The combination of QA-BS and vocabulary pruning reduced inference latency significantly (from ~1.41 samples/s to ~3.77 samples/s in specific configurations) while maintaining high HitRate and MRR.
Human evaluation showed a 1.24% increase in "Good" ratings compared to the baseline MCA system.

5. Significance

LocalSUG represents a significant step forward in applying LLMs to industrial-scale, low-latency, geographically constrained search systems.

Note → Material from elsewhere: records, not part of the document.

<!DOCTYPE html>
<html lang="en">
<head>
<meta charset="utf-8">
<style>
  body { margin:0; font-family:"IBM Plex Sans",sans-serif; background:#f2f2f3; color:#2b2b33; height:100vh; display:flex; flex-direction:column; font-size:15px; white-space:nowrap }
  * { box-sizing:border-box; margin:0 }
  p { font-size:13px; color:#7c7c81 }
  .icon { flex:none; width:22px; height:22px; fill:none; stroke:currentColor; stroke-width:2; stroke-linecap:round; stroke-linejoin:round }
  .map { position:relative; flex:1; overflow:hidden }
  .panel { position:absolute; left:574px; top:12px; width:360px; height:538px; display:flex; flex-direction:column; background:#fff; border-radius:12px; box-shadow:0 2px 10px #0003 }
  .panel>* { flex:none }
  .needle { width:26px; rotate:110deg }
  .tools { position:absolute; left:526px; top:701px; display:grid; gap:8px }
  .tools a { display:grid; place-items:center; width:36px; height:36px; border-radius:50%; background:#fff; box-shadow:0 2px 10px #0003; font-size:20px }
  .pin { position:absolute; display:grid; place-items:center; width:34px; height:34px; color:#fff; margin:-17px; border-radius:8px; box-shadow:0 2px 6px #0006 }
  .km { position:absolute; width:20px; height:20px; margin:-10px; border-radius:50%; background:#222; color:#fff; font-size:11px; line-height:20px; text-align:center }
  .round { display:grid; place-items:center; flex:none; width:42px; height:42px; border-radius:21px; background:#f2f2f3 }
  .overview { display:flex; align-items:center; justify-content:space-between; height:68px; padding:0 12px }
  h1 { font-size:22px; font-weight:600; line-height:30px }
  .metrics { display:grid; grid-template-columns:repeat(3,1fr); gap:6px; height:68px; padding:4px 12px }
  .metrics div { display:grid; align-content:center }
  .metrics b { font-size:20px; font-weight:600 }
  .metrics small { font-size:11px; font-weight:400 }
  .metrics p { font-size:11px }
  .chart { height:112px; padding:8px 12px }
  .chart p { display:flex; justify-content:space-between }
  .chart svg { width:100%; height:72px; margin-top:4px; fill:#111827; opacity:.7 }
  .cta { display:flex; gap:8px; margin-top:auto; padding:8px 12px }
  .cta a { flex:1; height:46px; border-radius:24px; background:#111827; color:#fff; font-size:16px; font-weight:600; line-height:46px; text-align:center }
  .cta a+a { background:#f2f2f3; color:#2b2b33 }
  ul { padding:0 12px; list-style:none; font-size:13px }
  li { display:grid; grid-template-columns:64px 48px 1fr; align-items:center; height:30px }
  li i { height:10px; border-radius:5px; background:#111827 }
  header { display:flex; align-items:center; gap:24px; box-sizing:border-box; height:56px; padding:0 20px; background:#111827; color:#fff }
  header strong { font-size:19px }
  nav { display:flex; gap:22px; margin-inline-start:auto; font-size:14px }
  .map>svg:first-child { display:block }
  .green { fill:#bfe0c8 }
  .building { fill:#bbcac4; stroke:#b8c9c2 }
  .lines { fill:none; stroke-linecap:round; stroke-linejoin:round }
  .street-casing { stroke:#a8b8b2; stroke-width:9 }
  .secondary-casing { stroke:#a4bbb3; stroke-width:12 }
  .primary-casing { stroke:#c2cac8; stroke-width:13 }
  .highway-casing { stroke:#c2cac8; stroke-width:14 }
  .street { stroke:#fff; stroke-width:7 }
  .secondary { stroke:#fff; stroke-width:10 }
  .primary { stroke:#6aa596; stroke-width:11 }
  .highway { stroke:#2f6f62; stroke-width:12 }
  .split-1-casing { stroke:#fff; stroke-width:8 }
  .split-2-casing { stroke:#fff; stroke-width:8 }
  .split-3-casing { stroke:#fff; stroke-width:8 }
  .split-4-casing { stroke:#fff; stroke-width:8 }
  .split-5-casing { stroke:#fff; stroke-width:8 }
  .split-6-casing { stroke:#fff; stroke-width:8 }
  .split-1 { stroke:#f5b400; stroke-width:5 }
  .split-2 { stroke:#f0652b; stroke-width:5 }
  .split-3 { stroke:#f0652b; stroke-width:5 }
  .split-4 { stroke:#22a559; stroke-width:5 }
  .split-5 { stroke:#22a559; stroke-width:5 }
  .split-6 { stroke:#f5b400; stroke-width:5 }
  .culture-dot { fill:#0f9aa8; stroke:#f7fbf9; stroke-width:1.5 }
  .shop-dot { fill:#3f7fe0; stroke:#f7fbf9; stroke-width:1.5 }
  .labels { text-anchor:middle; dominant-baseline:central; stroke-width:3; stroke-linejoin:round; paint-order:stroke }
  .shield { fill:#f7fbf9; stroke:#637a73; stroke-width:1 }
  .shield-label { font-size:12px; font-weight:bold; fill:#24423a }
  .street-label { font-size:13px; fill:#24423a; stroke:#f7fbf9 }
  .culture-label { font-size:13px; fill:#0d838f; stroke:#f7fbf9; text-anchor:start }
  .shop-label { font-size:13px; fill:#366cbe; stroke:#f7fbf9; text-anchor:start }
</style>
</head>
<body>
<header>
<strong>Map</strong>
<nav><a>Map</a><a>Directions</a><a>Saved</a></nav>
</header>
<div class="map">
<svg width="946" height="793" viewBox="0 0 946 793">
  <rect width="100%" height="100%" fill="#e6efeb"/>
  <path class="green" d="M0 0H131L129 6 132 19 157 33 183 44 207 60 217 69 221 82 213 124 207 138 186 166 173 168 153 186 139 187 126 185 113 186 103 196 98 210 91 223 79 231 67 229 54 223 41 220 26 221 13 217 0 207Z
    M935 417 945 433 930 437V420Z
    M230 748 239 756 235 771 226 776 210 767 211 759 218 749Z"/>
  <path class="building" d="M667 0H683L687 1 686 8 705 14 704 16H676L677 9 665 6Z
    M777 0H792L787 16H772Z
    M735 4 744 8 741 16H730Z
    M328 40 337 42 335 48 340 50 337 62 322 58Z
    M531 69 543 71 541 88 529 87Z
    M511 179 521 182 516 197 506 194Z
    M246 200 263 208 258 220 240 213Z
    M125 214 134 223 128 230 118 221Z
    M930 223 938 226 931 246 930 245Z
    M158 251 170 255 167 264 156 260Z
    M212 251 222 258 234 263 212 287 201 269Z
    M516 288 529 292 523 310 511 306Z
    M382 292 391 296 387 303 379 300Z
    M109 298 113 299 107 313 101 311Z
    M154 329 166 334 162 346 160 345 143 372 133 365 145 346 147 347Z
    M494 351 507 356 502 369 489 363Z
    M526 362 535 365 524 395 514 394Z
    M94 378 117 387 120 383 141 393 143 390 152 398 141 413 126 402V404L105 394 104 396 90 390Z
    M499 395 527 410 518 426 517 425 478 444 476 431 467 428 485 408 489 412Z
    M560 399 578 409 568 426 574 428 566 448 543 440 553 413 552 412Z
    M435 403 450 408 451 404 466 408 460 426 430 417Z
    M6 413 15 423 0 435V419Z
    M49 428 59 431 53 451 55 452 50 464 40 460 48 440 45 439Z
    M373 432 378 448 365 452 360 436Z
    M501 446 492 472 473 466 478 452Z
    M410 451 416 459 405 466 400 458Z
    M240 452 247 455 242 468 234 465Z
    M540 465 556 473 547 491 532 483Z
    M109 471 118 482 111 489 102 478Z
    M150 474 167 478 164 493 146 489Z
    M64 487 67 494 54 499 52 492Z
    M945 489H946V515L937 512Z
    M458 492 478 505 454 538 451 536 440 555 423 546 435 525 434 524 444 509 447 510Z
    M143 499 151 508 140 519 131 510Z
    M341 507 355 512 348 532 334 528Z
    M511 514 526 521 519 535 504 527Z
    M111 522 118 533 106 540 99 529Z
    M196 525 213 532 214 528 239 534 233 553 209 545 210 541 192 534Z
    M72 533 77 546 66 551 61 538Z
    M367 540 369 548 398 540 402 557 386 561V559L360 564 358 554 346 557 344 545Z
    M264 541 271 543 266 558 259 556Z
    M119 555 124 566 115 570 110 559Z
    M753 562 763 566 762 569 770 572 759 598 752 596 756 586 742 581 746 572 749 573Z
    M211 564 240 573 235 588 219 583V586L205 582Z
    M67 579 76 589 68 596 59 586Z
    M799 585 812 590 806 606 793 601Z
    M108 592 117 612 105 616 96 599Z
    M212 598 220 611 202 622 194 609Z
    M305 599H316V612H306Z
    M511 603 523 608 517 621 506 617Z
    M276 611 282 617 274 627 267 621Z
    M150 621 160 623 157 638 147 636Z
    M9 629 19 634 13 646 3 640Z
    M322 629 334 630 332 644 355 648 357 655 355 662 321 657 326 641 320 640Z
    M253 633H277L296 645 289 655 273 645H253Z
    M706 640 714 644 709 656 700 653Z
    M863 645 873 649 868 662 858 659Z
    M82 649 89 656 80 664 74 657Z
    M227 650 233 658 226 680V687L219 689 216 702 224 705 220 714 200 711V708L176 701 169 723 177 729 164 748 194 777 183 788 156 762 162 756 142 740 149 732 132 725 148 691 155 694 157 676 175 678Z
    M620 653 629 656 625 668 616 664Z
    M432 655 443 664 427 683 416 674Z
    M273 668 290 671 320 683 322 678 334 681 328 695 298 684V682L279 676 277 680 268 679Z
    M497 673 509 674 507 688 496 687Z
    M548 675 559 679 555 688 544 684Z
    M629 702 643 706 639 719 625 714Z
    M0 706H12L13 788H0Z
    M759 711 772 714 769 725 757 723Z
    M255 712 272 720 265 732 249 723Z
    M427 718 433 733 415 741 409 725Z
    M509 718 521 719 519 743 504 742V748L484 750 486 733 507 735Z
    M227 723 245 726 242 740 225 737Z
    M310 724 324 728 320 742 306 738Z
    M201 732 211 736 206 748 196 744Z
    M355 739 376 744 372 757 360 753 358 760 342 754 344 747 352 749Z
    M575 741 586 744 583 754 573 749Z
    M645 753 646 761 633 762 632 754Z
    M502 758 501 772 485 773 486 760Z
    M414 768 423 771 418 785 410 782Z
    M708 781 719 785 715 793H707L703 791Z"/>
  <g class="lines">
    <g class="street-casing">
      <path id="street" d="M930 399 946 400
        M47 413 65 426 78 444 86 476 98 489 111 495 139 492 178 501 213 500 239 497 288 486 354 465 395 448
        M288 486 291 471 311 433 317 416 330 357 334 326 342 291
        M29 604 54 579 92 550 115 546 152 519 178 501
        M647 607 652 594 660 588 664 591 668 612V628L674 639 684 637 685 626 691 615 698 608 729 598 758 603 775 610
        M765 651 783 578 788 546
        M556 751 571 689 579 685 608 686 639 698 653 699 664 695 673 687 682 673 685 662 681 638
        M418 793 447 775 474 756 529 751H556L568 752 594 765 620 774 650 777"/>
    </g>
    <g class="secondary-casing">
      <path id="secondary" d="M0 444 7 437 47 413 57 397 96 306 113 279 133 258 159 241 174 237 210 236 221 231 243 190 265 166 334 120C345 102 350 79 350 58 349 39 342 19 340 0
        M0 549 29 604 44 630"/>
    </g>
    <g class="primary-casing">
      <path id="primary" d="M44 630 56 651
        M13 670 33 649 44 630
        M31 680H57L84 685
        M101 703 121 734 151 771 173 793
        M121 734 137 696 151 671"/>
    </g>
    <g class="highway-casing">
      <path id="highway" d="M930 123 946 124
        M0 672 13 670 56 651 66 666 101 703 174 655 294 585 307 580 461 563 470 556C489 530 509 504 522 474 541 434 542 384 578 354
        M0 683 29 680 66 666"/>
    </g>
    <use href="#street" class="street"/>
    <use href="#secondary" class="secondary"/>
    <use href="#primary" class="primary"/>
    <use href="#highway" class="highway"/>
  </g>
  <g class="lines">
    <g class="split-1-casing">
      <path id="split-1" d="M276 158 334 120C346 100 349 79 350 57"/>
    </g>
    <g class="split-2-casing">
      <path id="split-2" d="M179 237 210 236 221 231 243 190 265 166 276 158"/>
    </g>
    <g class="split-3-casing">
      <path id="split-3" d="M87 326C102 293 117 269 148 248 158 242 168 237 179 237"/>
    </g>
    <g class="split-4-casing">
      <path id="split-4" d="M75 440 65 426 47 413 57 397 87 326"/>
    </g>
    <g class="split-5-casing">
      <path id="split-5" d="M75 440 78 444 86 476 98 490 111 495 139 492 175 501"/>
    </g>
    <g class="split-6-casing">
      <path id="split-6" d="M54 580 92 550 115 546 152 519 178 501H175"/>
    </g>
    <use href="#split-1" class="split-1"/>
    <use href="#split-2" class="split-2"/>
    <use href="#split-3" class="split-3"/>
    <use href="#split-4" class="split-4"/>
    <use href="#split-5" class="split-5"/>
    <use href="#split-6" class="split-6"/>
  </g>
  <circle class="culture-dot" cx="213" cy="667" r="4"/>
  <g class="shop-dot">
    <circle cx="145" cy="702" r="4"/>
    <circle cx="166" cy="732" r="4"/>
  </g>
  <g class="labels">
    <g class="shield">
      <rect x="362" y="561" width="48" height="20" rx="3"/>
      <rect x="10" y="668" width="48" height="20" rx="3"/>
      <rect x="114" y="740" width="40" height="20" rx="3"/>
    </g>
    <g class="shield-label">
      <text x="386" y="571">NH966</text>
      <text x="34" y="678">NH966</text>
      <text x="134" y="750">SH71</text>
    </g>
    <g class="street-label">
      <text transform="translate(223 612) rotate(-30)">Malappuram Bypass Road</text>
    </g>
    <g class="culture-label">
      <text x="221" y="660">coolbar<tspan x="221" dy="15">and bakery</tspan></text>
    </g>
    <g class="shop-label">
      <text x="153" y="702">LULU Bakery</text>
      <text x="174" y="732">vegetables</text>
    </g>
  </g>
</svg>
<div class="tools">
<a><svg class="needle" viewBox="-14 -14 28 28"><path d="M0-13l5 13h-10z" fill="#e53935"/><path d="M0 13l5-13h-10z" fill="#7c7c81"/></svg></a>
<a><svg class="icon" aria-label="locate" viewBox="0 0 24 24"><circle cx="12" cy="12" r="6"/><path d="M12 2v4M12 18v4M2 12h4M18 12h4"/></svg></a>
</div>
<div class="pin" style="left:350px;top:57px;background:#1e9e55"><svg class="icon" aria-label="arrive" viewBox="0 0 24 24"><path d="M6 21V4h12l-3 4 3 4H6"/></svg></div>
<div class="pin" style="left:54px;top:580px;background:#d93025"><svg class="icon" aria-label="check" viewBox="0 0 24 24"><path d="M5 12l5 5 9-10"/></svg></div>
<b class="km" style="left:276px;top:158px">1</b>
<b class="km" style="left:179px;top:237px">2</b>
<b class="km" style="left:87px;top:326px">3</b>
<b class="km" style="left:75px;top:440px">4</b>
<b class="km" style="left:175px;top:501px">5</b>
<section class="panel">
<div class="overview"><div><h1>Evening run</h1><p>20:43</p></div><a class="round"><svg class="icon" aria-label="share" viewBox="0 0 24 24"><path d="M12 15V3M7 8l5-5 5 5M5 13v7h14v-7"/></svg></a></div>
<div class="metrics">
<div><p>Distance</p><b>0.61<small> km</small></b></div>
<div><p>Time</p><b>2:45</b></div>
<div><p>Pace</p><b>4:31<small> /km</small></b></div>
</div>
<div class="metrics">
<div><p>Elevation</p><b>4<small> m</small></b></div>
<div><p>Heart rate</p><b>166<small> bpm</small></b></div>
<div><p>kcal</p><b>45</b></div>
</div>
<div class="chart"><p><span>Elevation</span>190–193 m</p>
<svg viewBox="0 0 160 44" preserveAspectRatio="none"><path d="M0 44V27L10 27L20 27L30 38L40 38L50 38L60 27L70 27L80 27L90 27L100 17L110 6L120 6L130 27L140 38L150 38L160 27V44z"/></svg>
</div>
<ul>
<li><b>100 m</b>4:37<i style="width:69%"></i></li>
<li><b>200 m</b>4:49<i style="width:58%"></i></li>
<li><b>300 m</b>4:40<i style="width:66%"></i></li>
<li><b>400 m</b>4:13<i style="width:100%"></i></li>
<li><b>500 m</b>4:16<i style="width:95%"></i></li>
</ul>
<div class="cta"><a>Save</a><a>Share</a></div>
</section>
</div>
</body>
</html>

Solving the "Long-Tail" Problem: By leveraging generative capabilities, it effectively addresses long-tail and emerging intents that traditional retrieval-based systems miss.
Bridging the Gap: The Beam-Search-Driven GRPO offers a new paradigm for aligning generative models with real-world inference constraints, moving beyond simple sequence-level optimization.
Scalability: It proves that small-parameter LLMs (0.6B), when optimized with domain-specific strategies (geographic grounding, vocabulary pruning), can outperform larger, unoptimized models in production environments.

This work demonstrates that with careful architectural design and reward engineering, generative AI can be successfully deployed to solve complex, real-world problems in local-life services, balancing semantic richness with strict operational constraints.